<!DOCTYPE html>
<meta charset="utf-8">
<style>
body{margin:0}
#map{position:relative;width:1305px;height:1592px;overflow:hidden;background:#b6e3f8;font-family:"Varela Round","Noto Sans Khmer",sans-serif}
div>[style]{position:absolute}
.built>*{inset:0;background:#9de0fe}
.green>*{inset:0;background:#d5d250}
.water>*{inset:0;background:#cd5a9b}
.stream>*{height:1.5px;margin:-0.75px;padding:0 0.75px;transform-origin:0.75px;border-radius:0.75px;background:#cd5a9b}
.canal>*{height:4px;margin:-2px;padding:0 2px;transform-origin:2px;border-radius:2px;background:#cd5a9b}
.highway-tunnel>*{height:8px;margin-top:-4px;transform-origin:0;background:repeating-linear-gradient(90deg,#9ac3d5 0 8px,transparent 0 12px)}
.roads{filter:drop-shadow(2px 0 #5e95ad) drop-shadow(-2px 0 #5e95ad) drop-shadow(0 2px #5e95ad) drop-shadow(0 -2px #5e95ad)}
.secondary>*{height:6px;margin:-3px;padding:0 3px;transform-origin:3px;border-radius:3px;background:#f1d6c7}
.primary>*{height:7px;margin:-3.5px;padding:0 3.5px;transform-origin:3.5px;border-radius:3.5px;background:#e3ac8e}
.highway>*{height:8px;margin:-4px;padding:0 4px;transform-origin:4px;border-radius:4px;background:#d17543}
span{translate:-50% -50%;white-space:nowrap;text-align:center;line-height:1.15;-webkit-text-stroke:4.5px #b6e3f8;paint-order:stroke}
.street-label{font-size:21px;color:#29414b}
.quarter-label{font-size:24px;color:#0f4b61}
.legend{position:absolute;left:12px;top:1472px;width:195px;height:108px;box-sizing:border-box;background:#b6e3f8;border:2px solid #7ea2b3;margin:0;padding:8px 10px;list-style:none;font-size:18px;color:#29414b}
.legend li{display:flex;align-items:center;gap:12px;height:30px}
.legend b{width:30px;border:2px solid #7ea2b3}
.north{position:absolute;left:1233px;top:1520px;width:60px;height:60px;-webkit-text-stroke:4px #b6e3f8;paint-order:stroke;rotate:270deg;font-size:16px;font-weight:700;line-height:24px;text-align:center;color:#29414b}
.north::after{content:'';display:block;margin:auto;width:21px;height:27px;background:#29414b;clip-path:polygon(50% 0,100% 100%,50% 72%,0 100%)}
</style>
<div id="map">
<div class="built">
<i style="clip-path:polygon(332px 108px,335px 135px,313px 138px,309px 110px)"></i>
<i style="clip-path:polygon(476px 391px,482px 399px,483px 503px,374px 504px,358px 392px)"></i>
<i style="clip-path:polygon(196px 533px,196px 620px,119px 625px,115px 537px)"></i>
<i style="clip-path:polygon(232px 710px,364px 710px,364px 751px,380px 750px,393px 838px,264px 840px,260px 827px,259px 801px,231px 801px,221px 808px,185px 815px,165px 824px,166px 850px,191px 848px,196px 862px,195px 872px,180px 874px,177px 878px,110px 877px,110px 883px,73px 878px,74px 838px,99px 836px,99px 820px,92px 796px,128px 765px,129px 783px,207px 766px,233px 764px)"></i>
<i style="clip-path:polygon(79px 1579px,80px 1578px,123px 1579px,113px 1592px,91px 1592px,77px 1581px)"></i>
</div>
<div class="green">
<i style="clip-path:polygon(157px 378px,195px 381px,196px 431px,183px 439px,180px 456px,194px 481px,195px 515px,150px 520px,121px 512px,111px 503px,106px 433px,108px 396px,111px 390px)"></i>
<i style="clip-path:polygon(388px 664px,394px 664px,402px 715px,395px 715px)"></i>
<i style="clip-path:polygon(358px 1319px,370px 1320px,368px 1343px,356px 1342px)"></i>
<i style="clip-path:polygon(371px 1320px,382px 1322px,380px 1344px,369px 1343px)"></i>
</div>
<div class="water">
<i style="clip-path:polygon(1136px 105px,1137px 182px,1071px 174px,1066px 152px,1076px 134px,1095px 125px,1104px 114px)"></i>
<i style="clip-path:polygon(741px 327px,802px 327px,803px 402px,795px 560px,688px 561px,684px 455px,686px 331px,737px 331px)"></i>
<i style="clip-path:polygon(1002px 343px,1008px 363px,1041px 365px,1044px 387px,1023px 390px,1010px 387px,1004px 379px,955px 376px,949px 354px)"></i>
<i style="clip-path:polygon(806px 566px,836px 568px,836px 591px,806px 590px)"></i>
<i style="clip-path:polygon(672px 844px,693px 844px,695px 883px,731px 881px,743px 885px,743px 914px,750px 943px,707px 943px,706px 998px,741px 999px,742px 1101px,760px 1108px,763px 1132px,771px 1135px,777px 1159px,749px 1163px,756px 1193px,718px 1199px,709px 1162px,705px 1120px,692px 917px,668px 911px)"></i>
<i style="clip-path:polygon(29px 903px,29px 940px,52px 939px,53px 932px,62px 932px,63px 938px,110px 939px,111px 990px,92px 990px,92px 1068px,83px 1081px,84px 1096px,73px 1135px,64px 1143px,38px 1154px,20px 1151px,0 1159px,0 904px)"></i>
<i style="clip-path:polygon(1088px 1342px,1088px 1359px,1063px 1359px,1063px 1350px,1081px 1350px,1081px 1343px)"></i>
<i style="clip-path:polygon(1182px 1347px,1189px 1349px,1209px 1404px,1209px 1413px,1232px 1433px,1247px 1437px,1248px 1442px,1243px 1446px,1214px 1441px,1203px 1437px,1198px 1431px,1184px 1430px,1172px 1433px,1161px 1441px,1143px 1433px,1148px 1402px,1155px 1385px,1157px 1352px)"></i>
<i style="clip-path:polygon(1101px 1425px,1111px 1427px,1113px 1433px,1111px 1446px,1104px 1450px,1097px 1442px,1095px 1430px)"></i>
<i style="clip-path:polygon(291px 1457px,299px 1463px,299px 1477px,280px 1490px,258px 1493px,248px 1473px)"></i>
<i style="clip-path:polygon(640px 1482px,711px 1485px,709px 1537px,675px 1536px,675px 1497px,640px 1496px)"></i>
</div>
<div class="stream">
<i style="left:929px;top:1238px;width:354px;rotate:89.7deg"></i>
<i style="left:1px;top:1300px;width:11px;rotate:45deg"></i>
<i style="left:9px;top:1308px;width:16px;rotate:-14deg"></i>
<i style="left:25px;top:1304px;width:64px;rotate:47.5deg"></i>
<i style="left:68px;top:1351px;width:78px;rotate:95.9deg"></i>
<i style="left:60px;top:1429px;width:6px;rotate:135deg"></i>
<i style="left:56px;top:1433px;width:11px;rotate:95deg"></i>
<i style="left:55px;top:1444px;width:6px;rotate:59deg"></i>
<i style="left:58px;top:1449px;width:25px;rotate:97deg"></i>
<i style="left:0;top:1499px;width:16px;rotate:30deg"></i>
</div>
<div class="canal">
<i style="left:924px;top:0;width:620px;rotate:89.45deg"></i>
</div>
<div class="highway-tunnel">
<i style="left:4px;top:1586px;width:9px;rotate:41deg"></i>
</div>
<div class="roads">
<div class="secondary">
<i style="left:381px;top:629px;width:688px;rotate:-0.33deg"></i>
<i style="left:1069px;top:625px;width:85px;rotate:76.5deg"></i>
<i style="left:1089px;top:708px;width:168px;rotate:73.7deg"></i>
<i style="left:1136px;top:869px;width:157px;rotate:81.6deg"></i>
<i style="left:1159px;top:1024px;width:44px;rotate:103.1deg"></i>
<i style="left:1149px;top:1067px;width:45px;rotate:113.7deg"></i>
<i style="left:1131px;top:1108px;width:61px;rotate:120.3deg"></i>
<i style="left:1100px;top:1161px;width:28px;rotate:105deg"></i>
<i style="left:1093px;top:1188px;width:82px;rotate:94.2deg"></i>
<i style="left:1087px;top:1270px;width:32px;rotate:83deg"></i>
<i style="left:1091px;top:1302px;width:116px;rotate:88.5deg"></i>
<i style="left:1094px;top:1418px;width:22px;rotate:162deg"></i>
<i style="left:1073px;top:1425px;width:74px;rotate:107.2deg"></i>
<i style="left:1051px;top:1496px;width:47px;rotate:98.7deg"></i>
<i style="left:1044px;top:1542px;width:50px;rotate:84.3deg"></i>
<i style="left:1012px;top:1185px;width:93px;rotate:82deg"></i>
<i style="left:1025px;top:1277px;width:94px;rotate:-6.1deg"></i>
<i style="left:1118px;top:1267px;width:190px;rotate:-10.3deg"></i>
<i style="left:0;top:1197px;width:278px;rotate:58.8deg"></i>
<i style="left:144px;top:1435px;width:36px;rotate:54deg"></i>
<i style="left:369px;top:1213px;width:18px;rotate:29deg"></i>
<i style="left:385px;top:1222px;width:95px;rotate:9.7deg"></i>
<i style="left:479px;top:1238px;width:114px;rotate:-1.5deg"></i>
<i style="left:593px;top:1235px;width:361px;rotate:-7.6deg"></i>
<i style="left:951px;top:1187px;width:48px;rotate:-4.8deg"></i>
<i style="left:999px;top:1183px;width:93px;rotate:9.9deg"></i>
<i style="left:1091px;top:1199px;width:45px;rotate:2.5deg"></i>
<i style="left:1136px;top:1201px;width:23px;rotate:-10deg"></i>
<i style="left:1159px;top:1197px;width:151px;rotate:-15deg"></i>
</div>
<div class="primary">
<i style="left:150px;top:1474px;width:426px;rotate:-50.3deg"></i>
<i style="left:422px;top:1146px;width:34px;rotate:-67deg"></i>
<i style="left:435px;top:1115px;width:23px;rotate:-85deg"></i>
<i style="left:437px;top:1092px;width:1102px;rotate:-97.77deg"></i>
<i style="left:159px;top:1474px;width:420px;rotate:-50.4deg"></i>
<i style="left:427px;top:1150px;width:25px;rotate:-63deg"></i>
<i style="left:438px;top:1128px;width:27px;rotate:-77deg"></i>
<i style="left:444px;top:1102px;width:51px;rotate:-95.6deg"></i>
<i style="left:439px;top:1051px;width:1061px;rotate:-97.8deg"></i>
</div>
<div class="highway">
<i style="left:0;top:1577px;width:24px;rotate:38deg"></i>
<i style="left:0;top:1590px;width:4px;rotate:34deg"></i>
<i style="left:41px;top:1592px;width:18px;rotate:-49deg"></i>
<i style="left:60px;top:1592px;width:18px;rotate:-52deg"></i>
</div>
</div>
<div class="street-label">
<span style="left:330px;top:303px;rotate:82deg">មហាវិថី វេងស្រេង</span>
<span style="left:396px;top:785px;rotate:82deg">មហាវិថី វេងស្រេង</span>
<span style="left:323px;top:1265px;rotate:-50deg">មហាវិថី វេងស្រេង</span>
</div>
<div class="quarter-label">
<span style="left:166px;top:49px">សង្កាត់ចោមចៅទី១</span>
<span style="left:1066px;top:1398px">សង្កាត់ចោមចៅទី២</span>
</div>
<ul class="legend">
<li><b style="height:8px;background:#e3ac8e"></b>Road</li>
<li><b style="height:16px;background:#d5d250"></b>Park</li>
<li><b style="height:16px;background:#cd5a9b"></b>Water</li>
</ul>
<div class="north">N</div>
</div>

== Your instructions ==
Would you give the number of lines in this listing that include "stream"? Only the number, please.

== Output below ==
2